What you are asked to do: Return the records that follow, matching each one exactly.

------ Material provided ------

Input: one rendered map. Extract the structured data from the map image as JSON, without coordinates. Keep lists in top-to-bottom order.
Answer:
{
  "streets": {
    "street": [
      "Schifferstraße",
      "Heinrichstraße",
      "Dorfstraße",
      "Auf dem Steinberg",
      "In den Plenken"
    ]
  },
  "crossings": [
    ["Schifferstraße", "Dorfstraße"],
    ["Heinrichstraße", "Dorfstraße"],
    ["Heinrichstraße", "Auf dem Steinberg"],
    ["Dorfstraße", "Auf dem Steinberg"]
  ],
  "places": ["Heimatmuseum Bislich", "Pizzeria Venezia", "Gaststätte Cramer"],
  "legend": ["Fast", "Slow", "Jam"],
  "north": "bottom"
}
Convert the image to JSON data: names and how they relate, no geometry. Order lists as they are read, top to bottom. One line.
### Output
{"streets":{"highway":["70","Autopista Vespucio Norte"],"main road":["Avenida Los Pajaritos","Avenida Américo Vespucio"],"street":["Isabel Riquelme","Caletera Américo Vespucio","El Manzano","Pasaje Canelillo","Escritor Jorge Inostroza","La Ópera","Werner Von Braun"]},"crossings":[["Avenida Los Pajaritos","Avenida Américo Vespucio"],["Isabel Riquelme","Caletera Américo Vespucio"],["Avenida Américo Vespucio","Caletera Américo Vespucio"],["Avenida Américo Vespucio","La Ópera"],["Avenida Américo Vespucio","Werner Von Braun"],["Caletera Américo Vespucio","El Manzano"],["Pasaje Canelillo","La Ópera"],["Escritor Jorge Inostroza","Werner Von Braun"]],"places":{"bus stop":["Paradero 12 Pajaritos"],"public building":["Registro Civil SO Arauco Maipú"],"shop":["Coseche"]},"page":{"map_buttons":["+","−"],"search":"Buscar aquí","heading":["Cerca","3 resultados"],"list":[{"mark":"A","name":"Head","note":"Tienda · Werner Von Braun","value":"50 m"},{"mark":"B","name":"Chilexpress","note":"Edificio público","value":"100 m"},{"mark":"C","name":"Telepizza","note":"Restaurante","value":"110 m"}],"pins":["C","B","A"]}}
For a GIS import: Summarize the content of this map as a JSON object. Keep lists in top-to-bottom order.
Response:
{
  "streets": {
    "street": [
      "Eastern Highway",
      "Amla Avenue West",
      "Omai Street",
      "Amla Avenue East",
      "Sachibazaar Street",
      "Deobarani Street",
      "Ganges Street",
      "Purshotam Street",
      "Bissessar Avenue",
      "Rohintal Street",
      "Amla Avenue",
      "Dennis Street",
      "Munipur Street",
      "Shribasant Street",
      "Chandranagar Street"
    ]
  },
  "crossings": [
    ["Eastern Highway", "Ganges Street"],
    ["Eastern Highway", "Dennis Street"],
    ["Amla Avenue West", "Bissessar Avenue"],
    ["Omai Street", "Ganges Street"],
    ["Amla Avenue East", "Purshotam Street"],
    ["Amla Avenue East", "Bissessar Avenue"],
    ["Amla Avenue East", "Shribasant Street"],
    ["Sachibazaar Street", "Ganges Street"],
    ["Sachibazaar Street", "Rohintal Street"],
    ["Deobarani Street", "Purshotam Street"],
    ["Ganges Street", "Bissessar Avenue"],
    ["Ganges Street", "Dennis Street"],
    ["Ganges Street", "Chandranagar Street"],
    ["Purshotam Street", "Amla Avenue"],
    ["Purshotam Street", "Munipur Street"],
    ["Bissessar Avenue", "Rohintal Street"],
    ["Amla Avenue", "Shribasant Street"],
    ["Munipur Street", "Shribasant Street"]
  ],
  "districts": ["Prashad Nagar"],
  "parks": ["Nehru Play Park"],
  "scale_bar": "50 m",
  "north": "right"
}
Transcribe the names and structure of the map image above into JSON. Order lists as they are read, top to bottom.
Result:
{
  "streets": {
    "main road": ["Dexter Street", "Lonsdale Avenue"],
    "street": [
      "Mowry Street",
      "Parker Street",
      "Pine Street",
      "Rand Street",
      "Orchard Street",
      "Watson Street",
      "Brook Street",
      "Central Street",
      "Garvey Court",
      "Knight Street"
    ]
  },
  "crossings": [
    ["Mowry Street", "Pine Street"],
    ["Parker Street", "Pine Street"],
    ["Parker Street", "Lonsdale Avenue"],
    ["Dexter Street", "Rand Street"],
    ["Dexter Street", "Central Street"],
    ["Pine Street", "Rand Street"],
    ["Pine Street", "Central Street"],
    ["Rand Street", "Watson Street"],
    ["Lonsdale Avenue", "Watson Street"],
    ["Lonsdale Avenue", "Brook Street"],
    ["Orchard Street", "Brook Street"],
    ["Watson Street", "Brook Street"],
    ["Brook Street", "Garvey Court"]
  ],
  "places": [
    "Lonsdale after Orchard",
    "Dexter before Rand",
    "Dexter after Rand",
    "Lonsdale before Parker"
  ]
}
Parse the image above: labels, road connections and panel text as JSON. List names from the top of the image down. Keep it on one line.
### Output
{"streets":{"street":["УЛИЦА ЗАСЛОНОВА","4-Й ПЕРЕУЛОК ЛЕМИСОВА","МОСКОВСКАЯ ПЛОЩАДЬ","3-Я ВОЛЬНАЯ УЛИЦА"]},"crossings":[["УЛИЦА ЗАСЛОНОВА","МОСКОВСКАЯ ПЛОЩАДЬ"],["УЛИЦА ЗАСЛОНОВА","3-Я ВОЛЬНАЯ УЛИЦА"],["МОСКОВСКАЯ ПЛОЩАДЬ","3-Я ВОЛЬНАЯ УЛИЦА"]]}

------

Written solution:
Input: one rendered map. Extract the structured data from the map image as JSON, without coordinates. Keep lists in top-to-bottom order.
Answer:
{
  "streets": {
    "street": [
      "Schifferstraße",
      "Heinrichstraße",
      "Dorfstraße",
      "Auf dem Steinberg",
      "In den Plenken"
    ]
  },
  "crossings": [
    ["Schifferstraße", "Dorfstraße"],
    ["Heinrichstraße", "Dorfstraße"],
    ["Heinrichstraße", "Auf dem Steinberg"],
    ["Dorfstraße", "Auf dem Steinberg"]
  ],
  "places": ["Heimatmuseum Bislich", "Pizzeria Venezia", "Gaststätte Cramer"],
  "legend": ["Fast", "Slow", "Jam"],
  "north": "bottom"
}
Convert the image to JSON data: names and how they relate, no geometry. Order lists as they are read, top to bottom. One line.
### Output
{"streets":{"highway":["70","Autopista Vespucio Norte"],"main road":["Avenida Los Pajaritos","Avenida Américo Vespucio"],"street":["Isabel Riquelme","Caletera Américo Vespucio","El Manzano","Pasaje Canelillo","Escritor Jorge Inostroza","La Ópera","Werner Von Braun"]},"crossings":[["Avenida Los Pajaritos","Avenida Américo Vespucio"],["Isabel Riquelme","Caletera Américo Vespucio"],["Avenida Américo Vespucio","Caletera Américo Vespucio"],["Avenida Américo Vespucio","La Ópera"],["Avenida Américo Vespucio","Werner Von Braun"],["Caletera Américo Vespucio","El Manzano"],["Pasaje Canelillo","La Ópera"],["Escritor Jorge Inostroza","Werner Von Braun"]],"places":{"bus stop":["Paradero 12 Pajaritos"],"public building":["Registro Civil SO Arauco Maipú"],"shop":["Coseche"]},"page":{"map_buttons":["+","−"],"search":"Buscar aquí","heading":["Cerca","3 resultados"],"list":[{"mark":"A","name":"Head","note":"Tienda · Werner Von Braun","value":"50 m"},{"mark":"B","name":"Chilexpress","note":"Edificio público","value":"100 m"},{"mark":"C","name":"Telepizza","note":"Restaurante","value":"110 m"}],"pins":["C","B","A"]}}
For a GIS import: Summarize the content of this map as a JSON object. Keep lists in top-to-bottom order.
Response:
{
  "streets": {
    "street": [
      "Eastern Highway",
      "Amla Avenue West",
      "Omai Street",
      "Amla Avenue East",
      "Sachibazaar Street",
      "Deobarani Street",
      "Ganges Street",
      "Purshotam Street",
      "Bissessar Avenue",
      "Rohintal Street",
      "Amla Avenue",
      "Dennis Street",
      "Munipur Street",
      "Shribasant Street",
      "Chandranagar Street"
    ]
  },
  "crossings": [
    ["Eastern Highway", "Ganges Street"],
    ["Eastern Highway", "Dennis Street"],
    ["Amla Avenue West", "Bissessar Avenue"],
    ["Omai Street", "Ganges Street"],
    ["Amla Avenue East", "Purshotam Street"],
    ["Amla Avenue East", "Bissessar Avenue"],
    ["Amla Avenue East", "Shribasant Street"],
    ["Sachibazaar Street", "Ganges Street"],
    ["Sachibazaar Street", "Rohintal Street"],
    ["Deobarani Street", "Purshotam Street"],
    ["Ganges Street", "Bissessar Avenue"],
    ["Ganges Street", "Dennis Street"],
    ["Ganges Street", "Chandranagar Street"],
    ["Purshotam Street", "Amla Avenue"],
    ["Purshotam Street", "Munipur Street"],
    ["Bissessar Avenue", "Rohintal Street"],
    ["Amla Avenue", "Shribasant Street"],
    ["Munipur Street", "Shribasant Street"]
  ],
  "districts": ["Prashad Nagar"],
  "parks": ["Nehru Play Park"],
  "scale_bar": "50 m",
  "north": "right"
}
Transcribe the names and structure of the map image above into JSON. Order lists as they are read, top to bottom.
Result:
{
  "streets": {
    "main road": ["Dexter Street", "Lonsdale Avenue"],
    "street": [
      "Mowry Street",
      "Parker Street",
      "Pine Street",
      "Rand Street",
      "Orchard Street",
      "Watson Street",
      "Brook Street",
      "Central Street",
      "Garvey Court",
      "Knight Street"
    ]
  },
  "crossings": [
    ["Mowry Street", "Pine Street"],
    ["Parker Street", "Pine Street"],
    ["Parker Street", "Lonsdale Avenue"],
    ["Dexter Street", "Rand Street"],
    ["Dexter Street", "Central Street"],
    ["Pine Street", "Rand Street"],
    ["Pine Street", "Central Street"],
    ["Rand Street", "Watson Street"],
    ["Lonsdale Avenue", "Watson Street"],
    ["Lonsdale Avenue", "Brook Street"],
    ["Orchard Street", "Brook Street"],
    ["Watson Street", "Brook Street"],
    ["Brook Street", "Garvey Court"]
  ],
  "places": [
    "Lonsdale after Orchard",
    "Dexter before Rand",
    "Dexter after Rand",
    "Lonsdale before Parker"
  ]
}
Parse the image above: labels, road connections and panel text as JSON. List names from the top of the image down. Keep it on one line.
### Output
{"streets":{"street":["УЛИЦА ЗАСЛОНОВА","4-Й ПЕРЕУЛОК ЛЕМИСОВА","МОСКОВСКАЯ ПЛОЩАДЬ","3-Я ВОЛЬНАЯ УЛИЦА"]},"crossings":[["УЛИЦА ЗАСЛОНОВА","МОСКОВСКАЯ ПЛОЩАДЬ"],["УЛИЦА ЗАСЛОНОВА","3-Я ВОЛЬНАЯ УЛИЦА"],["МОСКОВСКАЯ ПЛОЩАДЬ","3-Я ВОЛЬНАЯ УЛИЦА"]]}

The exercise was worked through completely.